Posted August 11, 2017 in Featured News

The following is a reflection from the Rev. Tega Swann, a pastor at Refreshing Springs Ministry and a member of Beaver-Butler Presbytery who received a Student Study Grant from the Synod of the Trinity in June of 2017. The grant, which was underwritten by the Mary L. Clark Ministry Study Grant (which provides financial assistance to residents of Pennsylvania who are engaged in studying for service in the Presbyterian ministry), helped support her exploration of the Theology of Missional Congregations at the Pittsburgh Theological Seminary.

Synod Ministry ReflectionFor two weeks, under the supervision of Dr. Scott Hagley, Assistant Professor of Missiology at Pittsburgh Theological Seminary, I gathered daily, from 9 a.m. to 5 p.m. with five other pastors from other Presbyterian churches in the USA to explore the theology of a missional congregation. Together, we read and discussed several related books, learned new ministry practices and related them to both our ministry contexts and the larger church in order to

  • develop a biblically-rooted and theologically-informed understanding of the missional congregation.
  • form a theological vision for our congregations as a placed, called, and sent people.
  • articulate a missional and adaptive challenge for our congregations and contexts.
  • understand the habits, postures and practice of communal missional discernment.
  • develop and explore ethnographic and theological resources for attending to people
    and place.

Nurturing Relationships Within the Greater Church

With Dr. Hagley’s guidance, all six pastors were guided and encouraged to have a mutually-vulnerable and honest conversation about our personal lives, ministries and ministry contexts. The result was an unforeseen growth in appreciation for the ministries of other pastors and a mutual caring that allowed us to weigh in and brainstorm about our various roles, responsibilities and ministries.

The end result was a new perspective for each of our ministries that involved appreciation for the insight and contributions from the experience of the other pastors and their various presbytery practices. We addressed weaknesses and strengths in light of the church’s mission in the world and prayed for one another.

Promoting Social Righteousness

On our first day together, we were divided into groups assigned to various parts of the city of Pittsburgh. Our task was to tour the neighborhoods and observe ‘life’ in the community. We walked around, looked and visited several businesses and organizations, including churches to get their perspective on what life was in their neighborhood. We heard stories of courage, pride, hope and fear.

This ethnographic exercise demonstrated just how much we were often blind to the communities in which we lived and served and how much more aware of God’s activity in and through the people of the community we would be, so that our churches are able to ‘participate’ in what God is already doing. Such an approach recognizes the part of others outside our church contexts, reduces the burden of the savior-complex of the church, but also makes us properly identify what role we might play either in advocacy and or partnership.

The overall intent showed us how such an approach expanded the church’s sphere of influence and effectiveness beyond the church building and walls.

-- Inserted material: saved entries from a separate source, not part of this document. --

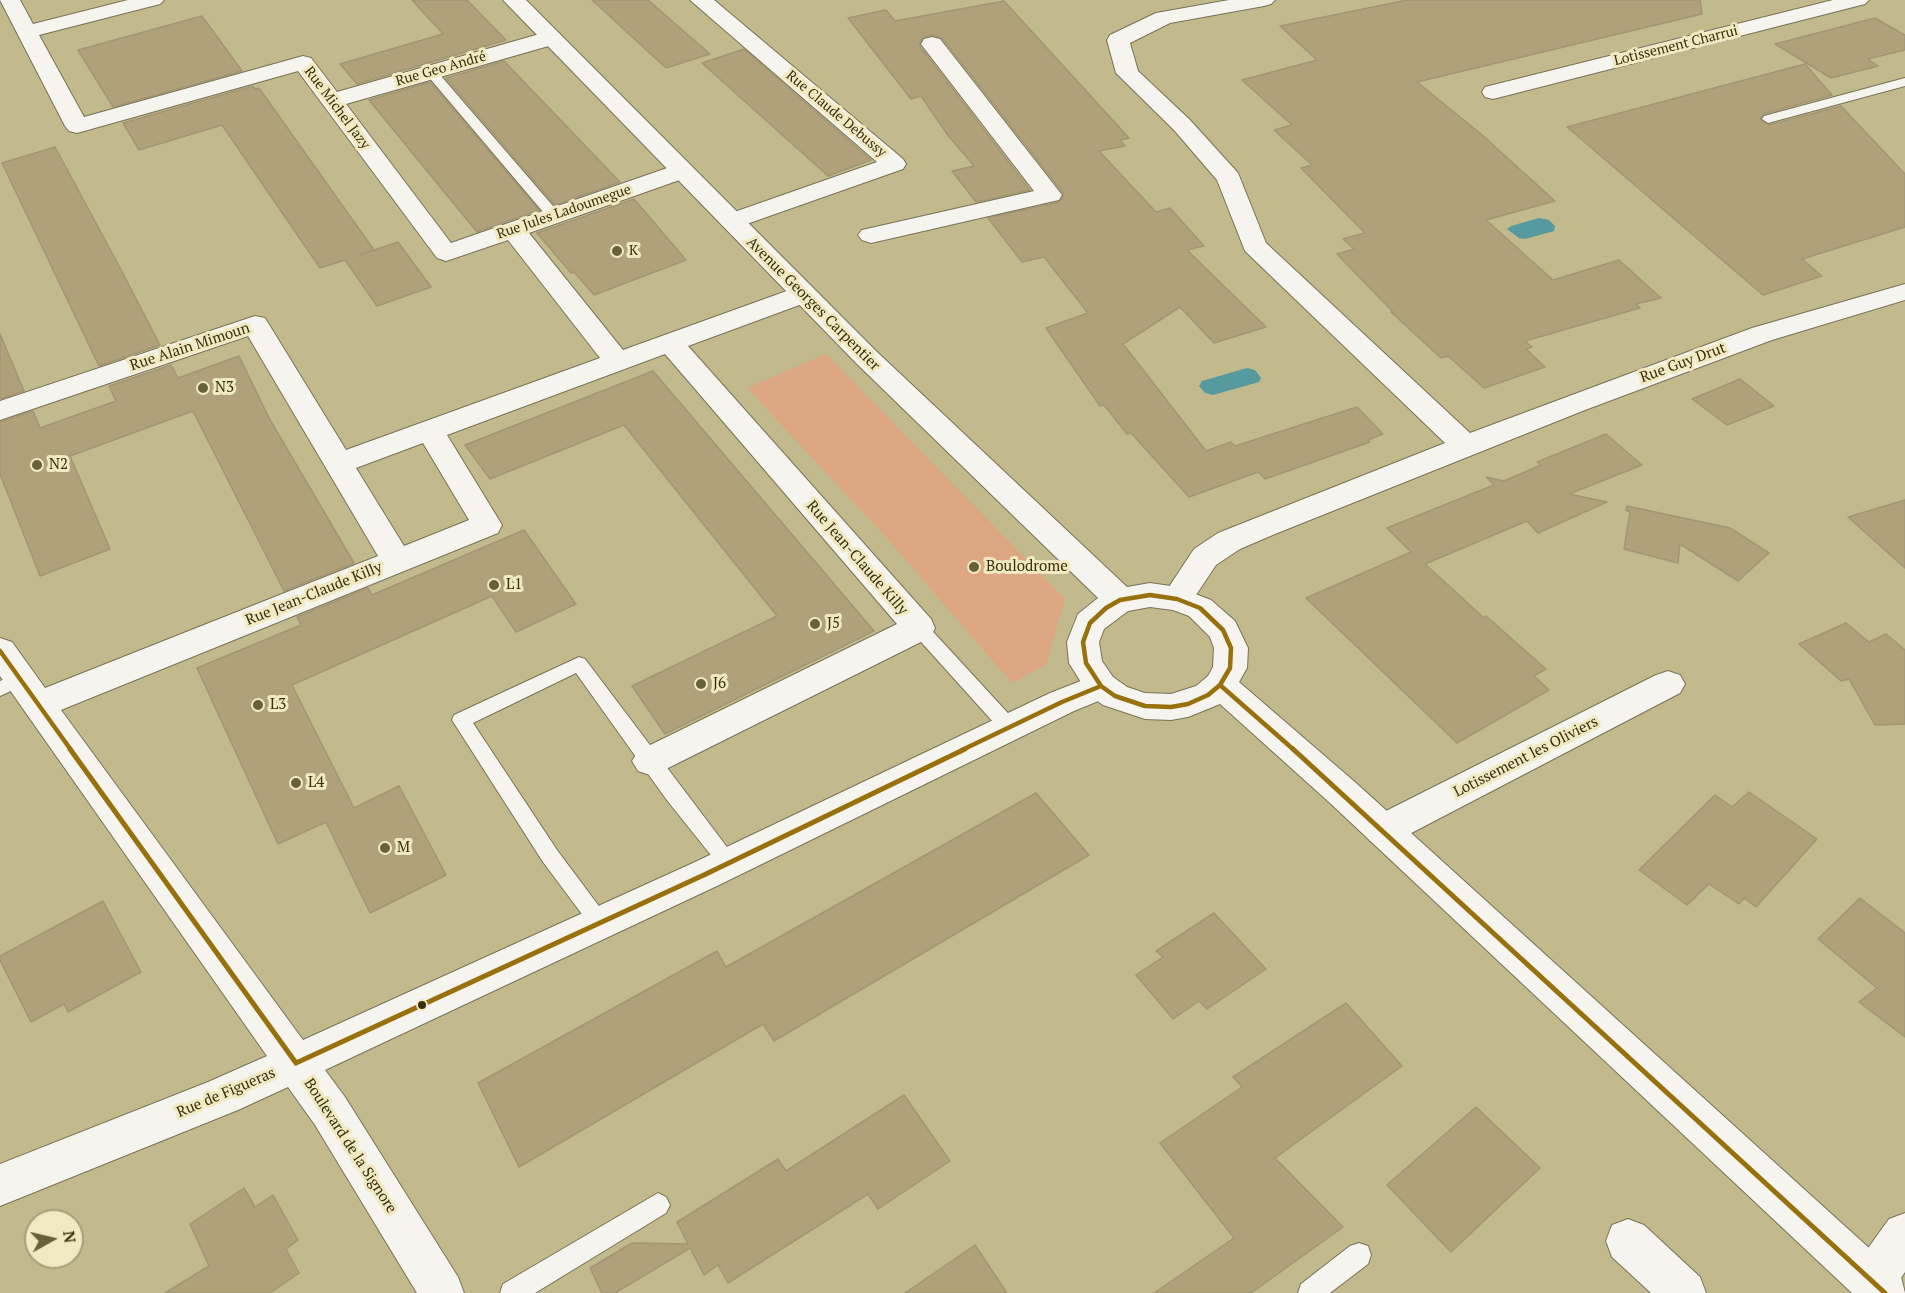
<!DOCTYPE html>
<meta charset="utf-8">
<style>
body{margin:0}
#map{position:relative;width:1905px;height:1293px;overflow:hidden;background:#c2b98c;font-family:"PT Serif",serif}
canvas{display:block}
.north{position:absolute;left:24px;top:1209px;width:60px;height:60px;box-sizing:border-box;background:#f0e9c1;border:2px solid #a69f79;border-radius:50%;rotate:82deg;font-size:16px;font-weight:700;line-height:24px;text-align:center;color:#37300d}
.north::after{content:'';display:block;margin:auto;width:21px;height:27px;background:#686039;clip-path:polygon(50% 0,100% 100%,50% 72%,0 100%)}
</style>
<div id="map">
<canvas width="1905" height="1293"></canvas>
<div class="north">N</div>
</div>
<script>
const ctx = document.querySelector('canvas').getContext('2d');
ctx.lineJoin = 'round';
function paint(path, color) {
  ctx.fillStyle = color;
  ctx.fill(path, 'evenodd');
}
function shape(rows) {
  const path = new Path2D();
  for (const r of rows) {
    path.moveTo(r[0], r[1]);
    for (let i = 2; i < r.length; i += 2) path.lineTo(r[i], r[i + 1]);
  }
  return path;
}
function strokePath(path, color, width, dash) {
  ctx.strokeStyle = color;
  ctx.lineWidth = width;
  ctx.lineCap = dash ? 'butt' : 'round';
  ctx.setLineDash(dash || []);
  ctx.stroke(path);
}
function drawText(font, color, halo, rows, align = 'center') {
  ctx.font = font + ' "PT Serif",serif';
  ctx.lineWidth = 6;
  ctx.setLineDash([]);
  ctx.textBaseline = 'middle';
  ctx.strokeStyle = halo;
  ctx.fillStyle = color;
  for (const [text, x, y, turn = 0] of rows) {
    ctx.save();
    ctx.translate(x, y);
    ctx.rotate((+turn || 0) * Math.PI / 180);
    ctx.textAlign = isNaN(turn) ? turn : align;
    if (halo) ctx.strokeText(text, 0, 0);
    ctx.fillText(text, 0, 0);
    ctx.restore();
  }
}
paint(shape([
 [826,354,1065,599,1046,665,1012,683,885,536,747,388]
]), '#dea783');
paint(shape([
 [1539,218,1549,220,1555,226,1554,231,1525,239,1519,238,1507,229,1511,226],
 [1247,368,1255,370,1261,378,1259,382,1213,395,1205,393,1199,386,1202,381]
]), '#559a9e');
const building = shape([
 [412,0,467,0,506,40,357,84,340,64,443,34,412,0],
 [592,0,648,0,710,54,666,68,592,0],
 [1407,0,1700,0,1702,14,1417,82,1481,134,1555,201,1486,220,1553,280,1619,260,1661,298,1636,304,1640,308,1525,341,1532,347,1526,349,1545,367,1484,388,1448,356,1441,358,1391,312,1393,312,1337,254,1354,249,1343,239,1365,233,1301,168,1312,165,1274,130,1292,125,1242,80,1317,60,1280,26,1407,0],
 [1004,1,1129,138,1120,140,1125,146,1099,151,1156,212,1170,208,1204,246,1187,250,1266,327,1214,343,1180,307,1123,344,1206,451,1231,442,1235,446,1357,407,1383,434,1368,440,1370,442,1265,479,1258,472,1189,497,1131,433,1127,434,1104,405,1100,406,1046,328,1088,313,1044,257,1022,262,988,218,1059,202,1064,194,942,38,933,35,923,37,919,45,1030,190,976,202,952,171,974,166,947,134,921,96,911,99,848,18,886,10,895,21,1004,1],
 [202,16,242,71,113,107,78,50,202,16],
 [1875,18,1905,35,1905,50,1868,59,1878,66,1831,78,1775,44,1875,18],
 [744,49,871,160,828,176,702,63,744,49],
 [504,61,620,182,555,205,446,78,504,61],
 [1805,64,1832,95,1763,114,1760,119,1769,125,1841,106,1905,174,1905,227,1802,259,1822,276,1763,295,1567,127,1805,64],
 [430,82,539,210,477,232,369,100,430,82],
 [253,86,255,89,259,88,374,250,360,255,398,242,431,287,377,306,345,260,320,268,222,125,139,150,123,123,253,86],
 [55,147,118,264,160,345,99,366,2,163,55,147],
 [634,199,686,260,594,295,574,272,571,273,537,233,634,199],
 [0,334,24,391,0,399,0,334],
 [239,356,269,418,354,563,284,591,193,411,70,456,110,549,40,576,0,474,0,422,33,411,40,428,116,401,109,386,171,365,178,378,239,356],
 [653,371,874,631,665,734,632,686,777,616,624,425,490,479,465,445,653,371],
 [1740,379,1774,406,1727,425,1692,399,1740,379],
 [1606,434,1642,465,1569,494,1607,502,1538,533,1527,521,1425,564,1484,618,1486,616,1546,669,1534,676,1549,690,1457,743,1306,598,1411,552,1387,528,1494,485,1486,477,1504,481,1541,465,1537,462,1606,434],
 [1905,500,1905,568,1848,517,1905,500],
 [1627,506,1730,528,1769,553,1738,581,1680,544,1678,563,1624,549,1630,512,1626,510,1627,506],
 [524,530,576,604,516,632,492,596,292,685,354,808,399,786,446,875,370,913,326,822,278,844,197,668,301,625,297,617,368,588,372,595,524,530],
 [1846,623,1869,642,1886,634,1905,650,1905,724,1875,725,1849,679,1841,681,1799,644,1846,623],
 [1749,792,1817,839,1756,907,1744,898,1739,904,1709,884,1687,905,1639,870,1715,795,1732,807,1749,792],
 [1036,793,1089,855,774,1041,763,1024,519,1167,478,1083,717,951,726,967,1036,793],
 [1860,898,1905,933,1905,1037,1859,1002,1877,988,1818,939,1860,898],
 [103,901,141,972,68,1012,64,1004,31,1022,0,960,0,956,103,901],
 [1214,913,1266,969,1207,1009,1199,1001,1173,1019,1136,975,1163,957,1156,951,1214,913],
 [1346,1003,1402,1066,1275,1158,1343,1227,1251,1293,1154,1293,1234,1238,1160,1143,1242,1087,1233,1077,1346,1003],
 [904,1095,950,1161,878,1209,868,1194,728,1283,718,1265,704,1275,690,1248,615,1293,602,1293,590,1268,632,1243,688,1244,677,1222,690,1214,778,1159,786,1171,904,1095],
 [1476,1107,1540,1168,1451,1252,1387,1185,1476,1107],
 [244,1188,255,1207,273,1195,298,1240,286,1249,299,1273,270,1293,165,1293,209,1266,190,1224,244,1188],
 [975,1245,1007,1293,905,1293,975,1245]
]);
paint(building, '#b0a17a');
strokePath(building, '#a39674', 1.5);
const service = shape([
 [431,68,435,69,559,213,561,216,559,219,549,219,427,75,425,72,431,68],
 [1905,78,1905,86,1768,123,1762,119,1764,116,1905,78],
 [919,621,925,623,1017,723,1019,728,1017,733,1010,735,1003,733,913,633,910,628,913,623,919,621],
 [579,657,585,659,739,863,736,869,729,872,722,869,666,799,576,673,473,723,557,850,607,917,610,923,607,929,600,932,593,929,543,862,452,720,454,715,579,657],
 [20,672,26,674,29,679,26,684,0,696,0,681,20,672],
 [658,1193,666,1197,670,1205,666,1213,535,1293,500,1293,503,1284,658,1193],
 [1359,1243,1368,1246,1371,1255,1368,1264,1330,1293,1298,1293,1301,1284,1350,1246,1359,1243]
]);
const minor = shape([
 [0,0,20,0,33,24,128,0,164,0,160,4,39,35,84,117,303,56,311,58,337,92,543,33,551,31,559,33,562,38,559,43,346,104,451,243,673,166,682,164,691,166,694,171,691,176,529,233,623,350,795,288,804,286,813,288,817,294,813,300,688,346,931,619,935,628,931,637,662,771,650,775,638,771,632,761,638,751,897,624,665,354,447,435,502,525,498,533,61,710,303,1040,693,863,1050,693,1101,673,1113,677,1118,686,1113,695,1074,711,719,885,325,1070,345,1097,458,1277,464,1293,417,1293,315,1125,288,1087,238,1110,0,1206,0,1164,208,1082,267,1056,0,676,0,638,12,642,45,688,378,556,248,336,0,420,0,401,255,316,265,318,346,450,600,358,508,240,455,258,446,261,437,258,298,71,77,133,69,131,65,126,0,0],
 [423,443,469,520,404,546,356,468,423,443],
 [690,0,714,0,903,159,906,164,903,169,741,226,732,229,723,226,719,221,723,216,877,162,690,0],
 [1229,0,1275,0,1271,4,1264,6,1170,23,1130,43,1138,71,1190,120,1238,173,1266,243,1470,433,1752,328,1905,284,1905,300,1772,340,1585,410,1275,534,1240,549,1216,565,1188,607,1177,611,1166,607,1161,599,1194,549,1218,533,1445,443,1245,251,1217,180,1174,130,1116,73,1107,40,1110,35,1156,13,1229,0],
 [1833,0,1869,0,1865,4,1493,99,1485,97,1482,92,1485,87,1833,0],
 [932,37,940,39,1062,195,1059,200,1050,202,871,243,862,240,858,235,862,230,1034,191,921,44,924,39,932,37],
 [1668,671,1680,675,1685,684,1680,693,1396,841,1383,845,1370,841,1365,830,1370,819,1656,675,1668,671],
 [1905,1213,1905,1272,1891,1293,1855,1293,1850,1281,1856,1265,1889,1219,1905,1213],
 [1628,1219,1644,1225,1700,1277,1706,1293,1651,1293,1612,1257,1606,1241,1612,1225,1628,1219]
]);
const tertiary = shape([
 [503,0,526,0,876,351,1127,587,1150,583,1177,587,1211,600,1235,621,1248,648,1247,668,1239,682,1356,783,1901,1277,1905,1293,1852,1293,1330,803,1220,704,1188,717,1171,720,1145,719,1103,705,1089,695,1069,663,1067,642,1078,614,1098,598,856,363,503,0],
 [1150,607,1173,610,1189,616,1210,637,1214,648,1213,667,1208,676,1196,686,1171,694,1145,693,1127,687,1113,677,1102,661,1099,642,1104,629,1128,611,1150,607]
]);
strokePath(service, '#787356', 2);
strokePath(minor, '#787356', 2);
strokePath(tertiary, '#787356', 2);
paint(service, '#f6f4ee');
paint(minor, '#f6f4ee');
paint(tertiary, '#f6f4ee');
strokePath(shape([
 [1150,595,1177,599,1200,608,1223,630,1231,648,1230,668,1220,685,1208,695,1188,704,1171,707,1145,706,1115,696,1101,686,1086,663,1083,642,1090,623,1106,608,1120,600,1150,595],
 [0,651,71,750],
 [1220,685,1294,750],
 [962,750,1062,702,1101,686]
]), '#98700c', 4.5);
strokePath(shape([
 [70,749,296,1063],
 [1293,749,1885,1293],
 [296,1063,706,874,965,749]
]), '#98700c', 5);
for (const [x, y, r, color] of [
 [617,251,6,"#686039"],
 [203,388,6,"#686039"],
 [37,465,6,"#686039"],
 [974,567,6,"#686039"],
 [494,585,6,"#686039"],
 [815,624,6,"#686039"],
 [701,684,6,"#686039"],
 [258,705,6,"#686039"],
 [296,783,6,"#686039"],
 [385,848,6,"#686039"],
 [422,1005,5,"#37300d"]
]) {
  const dot = new Path2D();
  dot.arc(x, y, r, 0, 2 * Math.PI);
  ctx.fillStyle = color;
  ctx.fill(dot);
  strokePath(dot, '#f0e9c1', 2);
}
drawText('14px', '#37300d', '#f0e9c1', [
 ["Lotissement Charrui",1676,46,-14],
 ["Rue Geo André",441,69,-16],
 ["Rue Michel Jazy",337,108,53],
 ["Rue Claude Debussy",836,114,40],
 ["Rue Jules Ladoumegue",564,212,-19]
]);
drawText('14px', '#37300d', '#f0e9c1', [
 ["K",629,251]
], 'left');
drawText('15px', '#37300d', '#f0e9c1', [
 ["Avenue Georges Carpentier",813,304,45],
 ["Rue Alain Mimoun",190,347,-18],
 ["Rue Guy Drut",1683,363,-20],
 ["Rue Jean-Claude Killy",857,558,49],
 ["Rue Jean-Claude Killy",314,594,-22],
 ["Lotissement les Oliviers",1526,757,-27],
 ["Rue de Figueras",226,1093,-23],
 ["Boulevard de la Signore",350,1146,57]
]);
drawText('15px', '#37300d', '#f0e9c1', [
 ["N3",215,388],
 ["N2",49,465],
 ["Boulodrome",986,567],
 ["L1",506,585],
 ["J5",827,624],
 ["J6",713,684],
 ["L3",270,705],
 ["L4",308,783],
 ["M",397,848]
], 'left');
</script>
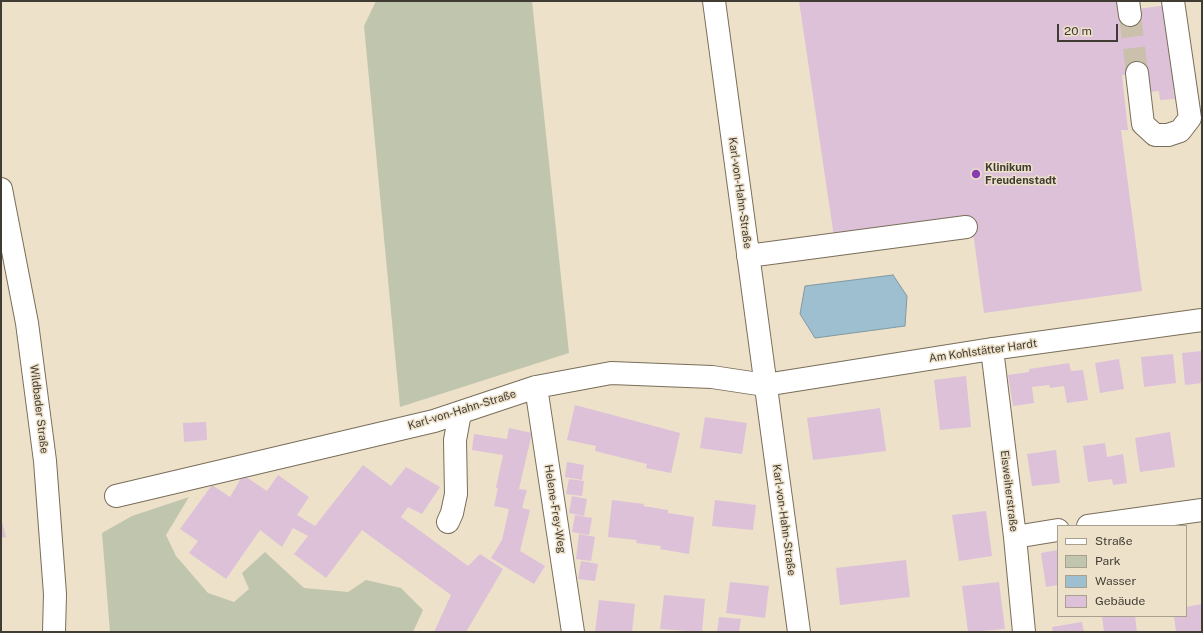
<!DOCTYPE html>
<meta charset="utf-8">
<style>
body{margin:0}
#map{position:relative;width:1203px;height:633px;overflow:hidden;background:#ede1ca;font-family:"Public Sans",sans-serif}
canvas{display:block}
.frame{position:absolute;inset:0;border:2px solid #413c33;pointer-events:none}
.legend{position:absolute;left:1057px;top:525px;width:130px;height:92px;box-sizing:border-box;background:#ede1ca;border:1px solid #a89f8e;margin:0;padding:5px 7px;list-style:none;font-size:12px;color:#413c33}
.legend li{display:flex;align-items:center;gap:8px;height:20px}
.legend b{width:20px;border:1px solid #a89f8e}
.scale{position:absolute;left:1057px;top:24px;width:61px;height:18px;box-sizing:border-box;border:2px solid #413c33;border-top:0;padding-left:5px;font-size:12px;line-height:14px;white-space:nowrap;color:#413c33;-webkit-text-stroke:3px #ede1ca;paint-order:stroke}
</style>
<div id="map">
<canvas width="1203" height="633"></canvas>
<div class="frame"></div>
<ul class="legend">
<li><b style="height:5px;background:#fff"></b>Straße</li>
<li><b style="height:11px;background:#c0c5ad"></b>Park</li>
<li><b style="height:11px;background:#9dbfd0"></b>Wasser</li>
<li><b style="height:11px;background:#dcc1d9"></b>Gebäude</li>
</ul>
<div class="scale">20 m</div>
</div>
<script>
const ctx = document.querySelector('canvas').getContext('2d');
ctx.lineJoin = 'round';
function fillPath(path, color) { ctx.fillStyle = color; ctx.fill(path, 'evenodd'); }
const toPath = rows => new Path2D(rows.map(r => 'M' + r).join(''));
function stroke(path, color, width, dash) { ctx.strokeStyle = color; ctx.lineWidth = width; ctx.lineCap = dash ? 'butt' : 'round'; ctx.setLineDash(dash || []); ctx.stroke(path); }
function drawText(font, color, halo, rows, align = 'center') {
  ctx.font = font + ' "Public Sans",sans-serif'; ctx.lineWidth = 3; ctx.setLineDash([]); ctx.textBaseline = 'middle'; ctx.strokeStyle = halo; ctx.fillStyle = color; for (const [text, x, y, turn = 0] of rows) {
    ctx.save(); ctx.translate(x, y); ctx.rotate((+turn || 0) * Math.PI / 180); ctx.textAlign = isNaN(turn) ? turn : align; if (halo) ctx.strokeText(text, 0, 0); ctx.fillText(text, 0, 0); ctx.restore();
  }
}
const green = toPath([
 [376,1,532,1,569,353,400,407,364,26],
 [189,497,166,535,176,556,208,593,234,602,249,589,242,573,265,552,304,588,348,592,366,580,401,588,423,610,413,632,110,632,102,533,132,516]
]);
const water = toPath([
 [893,275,907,296,905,326,815,338,800,314,805,286,893,275]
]);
const building = toPath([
 [799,1,1118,1,1138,9,1167,5,1178,89,1173,90,1175,99,1160,100,1159,91,1149,92,1146,72,1122,75,1128,130,1121,130,1142,291,984,313,971,217,834,237],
 [1202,351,1202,383,1185,385,1182,353],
 [1173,354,1176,383,1144,387,1141,357],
 [1119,359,1124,389,1100,393,1095,363],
 [1069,363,1071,371,1083,370,1088,400,1067,403,1064,386,1050,388,1049,385,1032,387,1034,403,1013,406,1008,375,1029,372,1029,369],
 [966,376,971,427,940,430,934,380],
 [575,405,680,433,671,473,646,468,647,464,595,451,596,446,567,440],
 [880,408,886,451,813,460,807,418],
 [705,417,747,423,742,454,700,448],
 [206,422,207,440,184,442,183,423],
 [509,428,532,433,519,489,527,490,522,508,530,510,520,551,545,566,534,584,491,558,502,540,509,509,494,506,498,488,496,488,503,455,472,450,474,434,507,439],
 [1170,432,1175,467,1140,472,1135,438],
 [1105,443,1107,457,1123,454,1127,483,1113,485,1112,479,1088,482,1083,446],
 [1056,450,1060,483,1032,486,1027,454],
 [567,462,584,465,582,480,565,477],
 [363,465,391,486,406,467,440,487,422,514,408,507,401,517,468,566,480,554,503,569,466,632,434,632,451,595,362,530,326,578,294,554,308,536,293,528,282,547,260,530,226,579,189,553,198,541,180,529,212,485,230,497,243,475,267,491,278,475,309,497,297,515,315,526],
 [569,479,584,481,582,496,566,494],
 [572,496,587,499,584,516,569,513],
 [612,500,644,504,643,506,668,510,668,513,694,517,689,554,660,549,661,546,636,543,637,540,608,537],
 [715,500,756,505,753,530,712,526],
 [986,511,992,556,959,561,952,515],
 [575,515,592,518,589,535,572,532],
 [1,518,6,537,1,538],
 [579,534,595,537,591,561,576,559],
 [1058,550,1058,585,1046,587,1041,553],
 [906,560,910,597,840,605,836,568],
 [581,561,598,564,595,581,578,579],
 [730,582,769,586,765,618,726,613],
 [999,582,1005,629,968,632,962,586],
 [664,595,705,599,702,632,660,629],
 [599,600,635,604,632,632,595,632],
 [1202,604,1202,632,1176,632,1174,616,1186,616,1186,607],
 [1102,616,1135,616,1137,632,1104,632],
 [719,617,741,619,739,632,717,632],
 [1082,622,1084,632,1053,632,1052,627]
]);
const minorTunnel = toPath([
 [1130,15,1137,73]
]);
const minor = toPath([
 [714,1,799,632],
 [1128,1,1130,15],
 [1137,73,1143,124,1155,135,1168,135,1180,131,1190,118,1173,1],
 [748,256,966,227],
 [992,349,1015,537,1024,632],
 [536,387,573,632],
 [116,496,434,421,536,387,611,373,712,377,765,385,992,349,1202,320],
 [448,522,452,513,456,494,455,440,460,413],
 [1088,526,1202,510],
 [1015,537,1058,530]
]);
const major = toPath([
 [1,189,27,323,45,461,55,594,54,632]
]);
const markers = [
 [976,174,5,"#883daf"]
];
const poiNames = [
 ["Klinikum",985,168],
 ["Freudenstadt",985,181]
];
const streetNames = [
 ["Karl-von-Hahn-Straße",740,193,82],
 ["Am Kohlstätter Hardt",983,351,-8],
 ["Wildbader Straße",39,409,83],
 ["Karl-von-Hahn-Straße",462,410,-17],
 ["Eisweiherstraße",1009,491,83],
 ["Helene-Frey-Weg",555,509,81],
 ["Karl-von-Hahn-Straße",784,520,82]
];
fillPath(green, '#c0c5ad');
fillPath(water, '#9dbfd0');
stroke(water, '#8198a1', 1);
fillPath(building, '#dcc1d9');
stroke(minorTunnel, '#cbc0ac', 22, [22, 11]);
stroke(minor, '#796e59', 24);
stroke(major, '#796e59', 24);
stroke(minor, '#fff', 22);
stroke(major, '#fff', 22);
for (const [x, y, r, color] of markers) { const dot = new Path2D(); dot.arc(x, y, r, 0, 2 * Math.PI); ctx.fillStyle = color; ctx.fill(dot); stroke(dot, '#ede1ca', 1.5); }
drawText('bold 11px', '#413c33', '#ede1ca', poiNames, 'left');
drawText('11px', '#413c33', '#ede1ca', streetNames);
</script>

Impact on Vocational Discernment

As part of our preparation for this program, we were encouraged to describe and write about our congregational vocation. This was an eye-opener for me as it helped me realize that the church (people and their activity) were equally called/placed by God in our community for a purpose. We verbally crystallized our particular congregation’s makeup and activity in our community and related that to the a ministry of participation with God and community. Every church has a calling and is particularly fitted/adapted to accomplish that calling in the space it occupies.

Do You See a Light at the end of the Tunnel?

This was the question I wished to be asked about the impact of the ministry experience upon my own vocation as minister to a very poor congregation. I am happy to say that the two weeks I spent studying, reflecting and brainstorming with other pastors revealed the latent potential of my ministry because I realized that despite the weaknesses of my church, we were strong in other ways and that this strength was our currency in moving God’s Kingdom forward in our communities of operation, as well as within our presbytery.

Sharing Project & Learning With Church, Community, Presbytery & Synod

Having learned how to discern and better inform a congregation’s vocation, the experience participants received an assignment to conduct an ethnographic study of our ministry contexts. This exercise will draw on partners from our own ministry and the presbytery and will include contributions from the neighborhood. A report of findings will be submitted to Pittsburgh Theological Seminary and our church board, which will then present the report to the presbytery by way of defining how the presbytery might better help us fulfill our congregational vocation.

The ministry experiences challenges us to a deeper research study of fulfilling our ministry vocation and is spanned over a five-year period. Each year, we address a particular aspect of fulfilling our congregation vocation. This will require me to meet with the same group of pastors in this experience for four weeks out of the year, broken into two periods of two weeks each time. I would be very grateful for the continued financial assistance of the Synod grant(s) to enable me step away from my congregation during those periods to enable me to participate in the experience.

Furthermore, because the experience is one of us exploratively defining a path for a somewhat unique approach to a unique ministry context in our presbytery and in the United States, I would appreciate support in publishing my findings and results so that they can:

  1. form a starting base for similar ministries that might arise in our presbytery, and also
  2. help de-mystify the process of churches and presbyteries becoming involved in and partnering with new and unfamiliar ways of doing and being church.